→ What the exercise asks
Count the lines in the following data that include "nowrap". Please write only the number.

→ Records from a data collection
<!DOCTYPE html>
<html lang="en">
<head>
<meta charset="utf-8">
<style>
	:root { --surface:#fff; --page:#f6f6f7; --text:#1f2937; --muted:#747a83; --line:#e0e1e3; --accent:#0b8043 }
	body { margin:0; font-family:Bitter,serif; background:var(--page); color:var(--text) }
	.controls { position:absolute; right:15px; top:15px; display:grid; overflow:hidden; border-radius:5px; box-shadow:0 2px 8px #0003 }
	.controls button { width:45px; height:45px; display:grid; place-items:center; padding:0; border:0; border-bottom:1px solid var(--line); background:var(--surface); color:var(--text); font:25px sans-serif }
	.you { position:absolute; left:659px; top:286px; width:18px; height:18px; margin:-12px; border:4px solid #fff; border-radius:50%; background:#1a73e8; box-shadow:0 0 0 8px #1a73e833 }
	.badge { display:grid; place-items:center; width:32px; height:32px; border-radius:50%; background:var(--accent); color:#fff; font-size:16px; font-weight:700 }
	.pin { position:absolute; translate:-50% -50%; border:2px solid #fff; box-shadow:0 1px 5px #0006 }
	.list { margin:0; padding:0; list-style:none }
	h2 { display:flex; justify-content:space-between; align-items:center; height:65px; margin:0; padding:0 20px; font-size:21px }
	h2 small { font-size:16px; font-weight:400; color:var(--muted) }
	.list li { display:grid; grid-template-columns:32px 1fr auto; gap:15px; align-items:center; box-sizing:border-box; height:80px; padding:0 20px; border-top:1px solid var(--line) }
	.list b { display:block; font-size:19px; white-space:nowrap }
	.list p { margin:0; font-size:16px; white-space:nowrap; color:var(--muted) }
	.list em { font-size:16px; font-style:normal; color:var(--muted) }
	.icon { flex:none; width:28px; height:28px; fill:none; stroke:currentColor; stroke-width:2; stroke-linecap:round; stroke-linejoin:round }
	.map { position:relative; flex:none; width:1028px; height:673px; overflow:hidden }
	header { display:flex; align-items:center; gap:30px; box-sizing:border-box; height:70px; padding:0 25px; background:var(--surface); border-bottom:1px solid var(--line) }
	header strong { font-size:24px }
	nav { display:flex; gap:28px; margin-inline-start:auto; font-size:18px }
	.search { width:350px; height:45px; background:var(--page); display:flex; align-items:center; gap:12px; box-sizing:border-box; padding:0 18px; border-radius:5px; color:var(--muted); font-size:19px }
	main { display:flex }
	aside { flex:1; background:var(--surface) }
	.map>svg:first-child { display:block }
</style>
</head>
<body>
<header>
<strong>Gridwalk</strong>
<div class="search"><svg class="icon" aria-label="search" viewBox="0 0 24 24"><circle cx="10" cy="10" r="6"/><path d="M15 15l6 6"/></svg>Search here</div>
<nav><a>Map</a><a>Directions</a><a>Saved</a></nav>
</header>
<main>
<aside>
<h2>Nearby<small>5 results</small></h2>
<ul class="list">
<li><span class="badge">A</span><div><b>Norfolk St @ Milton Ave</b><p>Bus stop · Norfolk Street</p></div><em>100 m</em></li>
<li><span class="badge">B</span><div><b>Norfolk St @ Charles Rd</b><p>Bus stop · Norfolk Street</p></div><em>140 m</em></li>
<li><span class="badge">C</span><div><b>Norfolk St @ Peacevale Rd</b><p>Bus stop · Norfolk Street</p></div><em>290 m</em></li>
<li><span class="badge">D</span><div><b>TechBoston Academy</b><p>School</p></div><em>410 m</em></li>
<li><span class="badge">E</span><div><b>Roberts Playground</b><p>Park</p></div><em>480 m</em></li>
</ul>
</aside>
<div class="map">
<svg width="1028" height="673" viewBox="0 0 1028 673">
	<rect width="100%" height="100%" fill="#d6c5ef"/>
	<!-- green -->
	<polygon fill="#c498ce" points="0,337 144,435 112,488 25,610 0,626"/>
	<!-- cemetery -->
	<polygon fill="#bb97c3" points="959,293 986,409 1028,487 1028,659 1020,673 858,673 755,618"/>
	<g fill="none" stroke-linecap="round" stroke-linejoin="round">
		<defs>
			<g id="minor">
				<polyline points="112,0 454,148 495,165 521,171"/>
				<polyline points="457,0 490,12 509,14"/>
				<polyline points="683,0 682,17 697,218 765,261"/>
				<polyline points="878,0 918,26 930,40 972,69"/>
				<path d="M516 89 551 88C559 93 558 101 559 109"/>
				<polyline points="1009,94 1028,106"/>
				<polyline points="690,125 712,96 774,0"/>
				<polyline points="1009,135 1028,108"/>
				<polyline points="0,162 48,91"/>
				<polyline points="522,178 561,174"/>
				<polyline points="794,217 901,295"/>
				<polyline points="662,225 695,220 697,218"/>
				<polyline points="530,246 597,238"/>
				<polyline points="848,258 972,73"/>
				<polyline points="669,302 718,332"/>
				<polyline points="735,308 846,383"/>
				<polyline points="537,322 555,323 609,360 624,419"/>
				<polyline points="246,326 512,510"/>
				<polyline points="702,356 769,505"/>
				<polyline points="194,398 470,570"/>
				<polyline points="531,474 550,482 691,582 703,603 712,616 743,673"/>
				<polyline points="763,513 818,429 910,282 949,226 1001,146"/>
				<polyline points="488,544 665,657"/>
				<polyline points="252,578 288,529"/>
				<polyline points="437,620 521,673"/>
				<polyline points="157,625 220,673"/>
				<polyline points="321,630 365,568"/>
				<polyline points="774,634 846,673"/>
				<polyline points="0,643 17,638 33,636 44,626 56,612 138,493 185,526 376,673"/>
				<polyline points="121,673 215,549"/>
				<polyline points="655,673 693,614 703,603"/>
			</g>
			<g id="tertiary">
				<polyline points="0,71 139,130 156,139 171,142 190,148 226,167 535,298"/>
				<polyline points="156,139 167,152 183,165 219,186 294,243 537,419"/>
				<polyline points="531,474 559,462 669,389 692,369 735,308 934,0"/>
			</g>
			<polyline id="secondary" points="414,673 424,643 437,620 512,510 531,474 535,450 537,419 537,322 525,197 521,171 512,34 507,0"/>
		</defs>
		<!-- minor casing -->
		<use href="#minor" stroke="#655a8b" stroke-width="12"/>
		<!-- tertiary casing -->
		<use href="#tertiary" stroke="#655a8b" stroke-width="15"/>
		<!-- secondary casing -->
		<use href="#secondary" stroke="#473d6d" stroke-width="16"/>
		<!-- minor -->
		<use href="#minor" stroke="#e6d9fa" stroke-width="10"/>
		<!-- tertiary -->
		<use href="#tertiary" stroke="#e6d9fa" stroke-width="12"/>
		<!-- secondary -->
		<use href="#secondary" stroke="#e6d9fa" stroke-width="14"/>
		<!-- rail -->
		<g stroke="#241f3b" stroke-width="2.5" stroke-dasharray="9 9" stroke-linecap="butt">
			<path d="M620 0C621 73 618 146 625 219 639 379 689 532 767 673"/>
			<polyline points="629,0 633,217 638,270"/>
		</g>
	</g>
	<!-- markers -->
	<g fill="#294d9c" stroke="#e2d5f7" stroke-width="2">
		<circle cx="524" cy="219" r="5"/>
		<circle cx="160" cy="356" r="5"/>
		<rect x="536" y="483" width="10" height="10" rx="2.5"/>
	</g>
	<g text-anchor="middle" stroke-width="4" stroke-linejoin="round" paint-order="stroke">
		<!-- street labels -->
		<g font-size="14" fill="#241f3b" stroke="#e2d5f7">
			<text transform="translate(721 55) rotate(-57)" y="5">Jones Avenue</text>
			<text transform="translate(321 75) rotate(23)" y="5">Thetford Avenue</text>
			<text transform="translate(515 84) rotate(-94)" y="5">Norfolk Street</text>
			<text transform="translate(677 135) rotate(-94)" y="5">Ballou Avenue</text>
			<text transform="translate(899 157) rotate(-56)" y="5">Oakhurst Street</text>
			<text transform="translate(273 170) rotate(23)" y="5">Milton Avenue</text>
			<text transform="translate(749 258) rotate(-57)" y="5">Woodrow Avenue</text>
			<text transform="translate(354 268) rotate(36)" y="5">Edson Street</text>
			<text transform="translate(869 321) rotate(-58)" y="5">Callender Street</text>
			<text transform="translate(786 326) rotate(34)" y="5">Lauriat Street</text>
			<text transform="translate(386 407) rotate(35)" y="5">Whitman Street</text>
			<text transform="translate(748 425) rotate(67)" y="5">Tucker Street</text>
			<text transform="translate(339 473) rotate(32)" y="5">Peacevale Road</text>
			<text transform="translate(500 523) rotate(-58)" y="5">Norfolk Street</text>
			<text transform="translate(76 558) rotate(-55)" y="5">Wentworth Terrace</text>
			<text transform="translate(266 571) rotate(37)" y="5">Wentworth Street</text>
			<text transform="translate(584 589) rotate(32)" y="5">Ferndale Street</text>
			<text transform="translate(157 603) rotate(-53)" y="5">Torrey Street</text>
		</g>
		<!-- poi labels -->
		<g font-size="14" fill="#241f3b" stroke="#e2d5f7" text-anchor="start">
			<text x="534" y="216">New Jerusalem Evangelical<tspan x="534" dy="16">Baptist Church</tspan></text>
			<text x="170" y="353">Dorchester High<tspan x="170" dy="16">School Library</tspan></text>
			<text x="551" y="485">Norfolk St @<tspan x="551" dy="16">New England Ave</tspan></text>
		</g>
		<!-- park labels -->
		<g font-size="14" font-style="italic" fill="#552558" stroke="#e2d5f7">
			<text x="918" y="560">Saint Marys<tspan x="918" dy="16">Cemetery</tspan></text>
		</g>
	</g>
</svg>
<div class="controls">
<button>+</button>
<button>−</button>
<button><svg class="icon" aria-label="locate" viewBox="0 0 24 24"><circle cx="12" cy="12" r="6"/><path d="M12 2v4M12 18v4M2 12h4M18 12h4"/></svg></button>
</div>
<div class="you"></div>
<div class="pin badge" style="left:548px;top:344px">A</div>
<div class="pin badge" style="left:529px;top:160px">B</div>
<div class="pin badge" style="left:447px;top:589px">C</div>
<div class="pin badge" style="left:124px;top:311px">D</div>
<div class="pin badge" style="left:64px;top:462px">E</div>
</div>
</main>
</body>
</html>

→ Exercise solution
2